China should use nuclear weapons against the United States if the American military intervenes in any conflict over Taiwan, a senior Chinese military official said Thursday.
"If the Americans draw their missiles and position-guided ammunition on to the target zone on China's territory, I think we will have to respond with nuclear weapons," the official, Maj. Gen. Zhu Chenghu, said at an official briefing.
General Zhu, considered a hawk, stressed that his comments reflected his personal views and not official policy. Beijing has long insisted that it will not initiate the use of nuclear weapons in any conflict.
But in extensive comments to a visiting delegation of correspondents based in Hong Kong, General Zhu said he believed that the Chinese government was under internal pressure to change its "no first use" policy and to make clear that it would employ the most powerful weapons at its disposal to defend its claim over Taiwan.
"War logic" dictates that a weaker power needs to use maximum efforts to defeat a stronger rival, he said, speaking in fluent English. "We have no capability to fight a conventional war against the United States," General Zhu said. "We can't win this kind of war."
Whether or not the comments signal a shift in Chinese policy, they come at a sensitive time in relations between China and the United States.
The Pentagon is preparing the release of a long-delayed report on the Chinese military that some experts say will warn that China could emerge as a strategic rival to the United States. National security concerns have also been a major issue in the $18.5 billion bid by Cnooc Ltd., a major Chinese oil and gas company, to purchase the Unocal Corporation, the American energy concern.
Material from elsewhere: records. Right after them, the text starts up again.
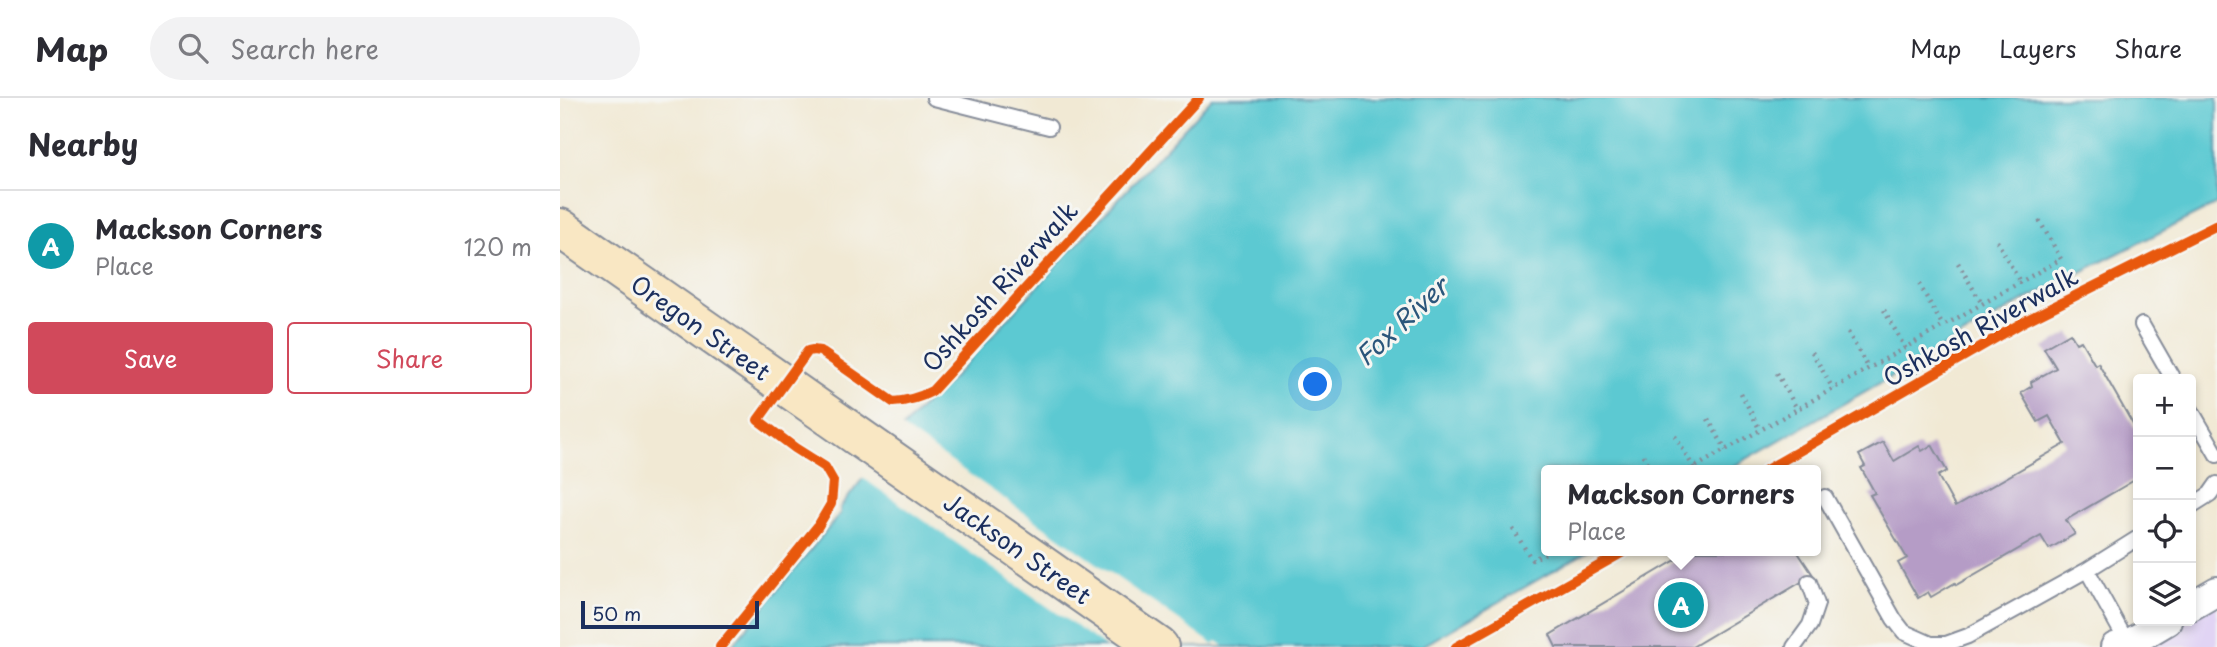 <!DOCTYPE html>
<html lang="en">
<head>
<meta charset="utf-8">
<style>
	body { margin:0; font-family:"Playpen Sans",sans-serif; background:#f2f2f3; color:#2b2b33 }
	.controls { position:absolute; right:21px; bottom:21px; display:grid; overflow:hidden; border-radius:7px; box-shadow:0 4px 10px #0003 }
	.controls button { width:63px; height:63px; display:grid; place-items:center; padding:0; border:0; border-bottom:2px solid #e1e1e2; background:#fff; color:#2b2b33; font:35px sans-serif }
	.scale { position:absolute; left:21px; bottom:18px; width:178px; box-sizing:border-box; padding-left:7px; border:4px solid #1b2f5e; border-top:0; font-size:19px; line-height:24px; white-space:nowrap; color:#1b2f5e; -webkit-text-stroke:5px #f6f6f2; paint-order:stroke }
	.you { position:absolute; left:756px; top:287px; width:24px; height:24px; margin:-18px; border:5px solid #fff; border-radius:50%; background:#1a73e8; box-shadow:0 0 0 10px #1a73e833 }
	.badge { display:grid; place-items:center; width:46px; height:46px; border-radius:50%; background:#d1495b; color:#fff; font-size:23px; font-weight:700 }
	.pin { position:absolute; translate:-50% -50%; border:4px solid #fff; box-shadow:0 2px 7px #0006 }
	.popup { position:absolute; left:981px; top:367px; width:280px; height:91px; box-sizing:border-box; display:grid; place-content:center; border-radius:7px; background:#fff; filter:drop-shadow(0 2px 5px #0005); font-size:23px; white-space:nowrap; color:#7c7c81 }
	.popup b { font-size:26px; color:#2b2b33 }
	.popup::after { content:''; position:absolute; left:50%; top:100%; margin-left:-14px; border:14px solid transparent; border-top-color:#fff }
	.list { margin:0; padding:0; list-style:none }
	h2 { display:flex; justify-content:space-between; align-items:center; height:91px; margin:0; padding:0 28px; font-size:30px }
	h2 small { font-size:23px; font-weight:400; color:#7c7c81 }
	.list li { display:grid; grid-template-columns:46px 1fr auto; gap:21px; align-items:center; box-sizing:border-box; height:112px; padding:0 28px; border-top:2px solid #e1e1e2 }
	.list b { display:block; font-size:26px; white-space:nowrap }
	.list p { margin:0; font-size:23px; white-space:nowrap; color:#7c7c81 }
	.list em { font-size:23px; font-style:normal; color:#7c7c81 }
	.actions { display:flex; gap:14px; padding:21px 28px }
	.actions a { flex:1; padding:16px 0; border:2px solid #d1495b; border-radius:7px; text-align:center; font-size:24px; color:#d1495b }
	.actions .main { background:#d1495b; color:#fff }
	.icon { flex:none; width:38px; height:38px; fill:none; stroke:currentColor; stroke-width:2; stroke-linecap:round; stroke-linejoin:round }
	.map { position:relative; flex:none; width:1657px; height:549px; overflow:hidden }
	header { display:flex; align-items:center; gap:42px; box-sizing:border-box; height:98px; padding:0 35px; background:#fff; border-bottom:2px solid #e1e1e2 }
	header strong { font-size:33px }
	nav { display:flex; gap:38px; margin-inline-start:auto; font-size:24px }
	.search { width:490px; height:63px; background:#f2f2f3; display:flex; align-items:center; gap:18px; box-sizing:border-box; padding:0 24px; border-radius:38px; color:#7c7c81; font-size:26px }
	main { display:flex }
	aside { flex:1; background:#fff }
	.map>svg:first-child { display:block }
	.built { fill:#e1d4f4 }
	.water { fill:#5cc9d2; stroke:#3c7c98; stroke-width:2 }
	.pier { fill:#f1e9d4 }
	.building { fill:#b59cc6 }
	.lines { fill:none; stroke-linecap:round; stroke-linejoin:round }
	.lane-casing { stroke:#868c99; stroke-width:18 }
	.street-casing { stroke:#868c99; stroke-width:32 }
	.secondary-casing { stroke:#868c99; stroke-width:42 }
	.path { stroke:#868c99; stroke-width:4.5; stroke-dasharray:2 5; stroke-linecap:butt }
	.lane { stroke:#fff; stroke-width:14 }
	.street { stroke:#fff; stroke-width:28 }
	.secondary { stroke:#f9e7c3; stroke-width:38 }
	.cycleway-casing { stroke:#f6f6f2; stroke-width:15 }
	.cycleway { stroke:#e8590c; stroke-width:10 }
	.labels { text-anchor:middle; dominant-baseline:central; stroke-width:6; stroke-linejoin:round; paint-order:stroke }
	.street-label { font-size:24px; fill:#1b2f5e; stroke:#f6f6f2 }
	.water-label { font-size:26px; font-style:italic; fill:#2b567b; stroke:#f6f6f2 }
</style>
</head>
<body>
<header>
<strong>Map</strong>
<div class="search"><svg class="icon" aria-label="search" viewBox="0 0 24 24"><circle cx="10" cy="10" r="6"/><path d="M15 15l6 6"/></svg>Search here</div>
<nav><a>Map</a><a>Layers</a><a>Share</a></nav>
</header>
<main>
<aside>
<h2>Nearby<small></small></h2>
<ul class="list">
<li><span class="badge" style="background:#0f9aa8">A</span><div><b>Mackson Corners</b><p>Place</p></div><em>120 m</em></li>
</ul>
<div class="actions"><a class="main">Save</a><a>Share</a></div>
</aside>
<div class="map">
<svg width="1657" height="549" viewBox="0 0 1657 549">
	<rect width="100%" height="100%" fill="#f6f6f2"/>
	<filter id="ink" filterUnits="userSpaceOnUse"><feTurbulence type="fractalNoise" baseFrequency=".0143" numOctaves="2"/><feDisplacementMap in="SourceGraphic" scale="14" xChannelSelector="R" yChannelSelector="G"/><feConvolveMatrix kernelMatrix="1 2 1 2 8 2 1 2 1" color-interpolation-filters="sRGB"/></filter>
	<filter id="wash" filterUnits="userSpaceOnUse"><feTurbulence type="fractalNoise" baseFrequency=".00686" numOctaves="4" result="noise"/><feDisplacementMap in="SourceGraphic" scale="28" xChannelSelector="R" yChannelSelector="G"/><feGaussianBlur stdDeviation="1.57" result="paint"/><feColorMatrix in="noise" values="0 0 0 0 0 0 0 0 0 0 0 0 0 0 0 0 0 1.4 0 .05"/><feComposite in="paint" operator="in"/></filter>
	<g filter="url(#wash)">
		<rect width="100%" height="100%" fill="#f1e9d4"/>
		<!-- built -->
		<path class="built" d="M1657,493V549H1566L1607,523H1631V508Z"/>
		<!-- water -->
		<path class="water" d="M652,0H1657V106L1471,199L1167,372H986V453H1028L861,549H171L280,416V410L337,336L372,298L375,299Z"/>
		<!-- pier -->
		<path class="pier" d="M340,328L654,547L657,543L664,548L546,549L300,378Z"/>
		<g id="blocks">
			<!-- building -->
			<path class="building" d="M1510,235L1516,245L1521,243L1535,267L1538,265L1575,330L1578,328V380L1506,422L1515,436L1489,451L1481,438L1396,487L1395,485L1371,499L1368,494L1358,500L1338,465L1347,460L1310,397L1315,395L1301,370L1305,368L1299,357L1323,344L1334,363L1359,348L1362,353L1372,347L1387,373L1378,378L1395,409L1505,346L1489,318L1478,324L1461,295L1472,288L1471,284L1496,270L1484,250Z
				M1131,453H1237L1253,477L1132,549H996L990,537Z"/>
		</g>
	</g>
	<g filter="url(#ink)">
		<use href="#blocks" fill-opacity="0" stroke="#868c99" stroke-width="2"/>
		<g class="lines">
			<defs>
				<path id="lane" d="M374,0L489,29
					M1582,227L1613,281
					M1631,312L1657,357
					M1265,399L1334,521L1344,534L1371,546H1386L1408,538L1527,472
					M1631,408L1650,396L1657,386
					M1568,546L1527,472L1578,440
					M1234,549L1250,527L1257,506L1249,484"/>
				<path id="street" d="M1631,508L1657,493
					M1555,549L1568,546L1607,523"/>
				<path id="secondary" d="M0,130L599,549"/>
			</defs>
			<!-- lane casing -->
			<use href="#lane" class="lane-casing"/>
			<!-- street casing -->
			<use href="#street" class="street-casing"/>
			<!-- secondary casing -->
			<use href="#secondary" class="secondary-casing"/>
			<!-- path -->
			<path class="path" d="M1437,143L1460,184
				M1398,165L1422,206
				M1359,186L1383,228
				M1324,212L1363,282
				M1288,234L1308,270
				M1252,254L1273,291
				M1217,275L1237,311
				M1181,295L1200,332
				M1148,321L1166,352
				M1115,338L1134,370
				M1083,357L1092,372
				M1130,372L1501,161L1478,120
				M953,431L972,462L989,453"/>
			<!-- lane -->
			<use href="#lane" class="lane"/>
			<!-- street -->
			<use href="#street" class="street"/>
			<!-- secondary -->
			<use href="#secondary" class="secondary"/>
			<defs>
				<path id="cycleway" d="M1206,372L1467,222L1657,127
					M160,549L258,428L271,406L273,383L265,369L235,350L198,322L248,253L253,252L260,253L333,304C348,303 359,300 372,293L639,0
					M896,549L1065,453"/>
			</defs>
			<!-- cycleway casing -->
			<use href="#cycleway" class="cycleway-casing"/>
			<!-- cycleway -->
			<use href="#cycleway" class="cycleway"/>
		</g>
	</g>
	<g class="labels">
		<!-- street labels -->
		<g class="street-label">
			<text transform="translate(439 188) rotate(-48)">Oshkosh Riverwalk</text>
			<text transform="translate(1420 228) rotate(-29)">Oshkosh Riverwalk</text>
			<text transform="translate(141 229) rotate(35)">Oregon Street</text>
			<text transform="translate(458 450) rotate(35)">Jackson Street</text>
		</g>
		<!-- water labels -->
		<g class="water-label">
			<text transform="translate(841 223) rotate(-43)">Fox River</text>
		</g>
	</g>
</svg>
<div class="controls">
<button>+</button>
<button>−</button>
<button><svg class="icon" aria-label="locate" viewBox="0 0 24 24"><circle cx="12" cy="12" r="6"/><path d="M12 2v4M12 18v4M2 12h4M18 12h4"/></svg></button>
<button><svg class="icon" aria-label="layers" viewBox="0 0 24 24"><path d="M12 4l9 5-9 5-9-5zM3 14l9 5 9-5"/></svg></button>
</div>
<div class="scale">50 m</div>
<div class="you"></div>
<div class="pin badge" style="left:1121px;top:507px;background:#0f9aa8">A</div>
<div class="popup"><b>Mackson Corners</b>Place</div>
</div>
</main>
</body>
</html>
China has had atomic bombs since 1964 and currently has a small arsenal of land- and sea-based nuclear-tipped missiles that can reach the United States, according to most Western intelligence estimates. Some Pentagon officials have argued that China has been expanding the size and sophistication of its nuclear bombs and delivery systems, while others argue that Beijing has done little more than maintain a minimal but credible deterrent against a nuclear attack.
Beijing has said repeatedly that it would use military force to prevent Taiwan from becoming a formally independent country. President Bush has made clear that the United States would defend Taiwan.
Many military analysts have assumed that any battle over Taiwan would be localized, with both China and the United States taking care to ensure that it would not expand into a general war between the two powers.
Do YOU trust Mr. "Bring 'em on" to keep this from escalating? I sure as hell don't.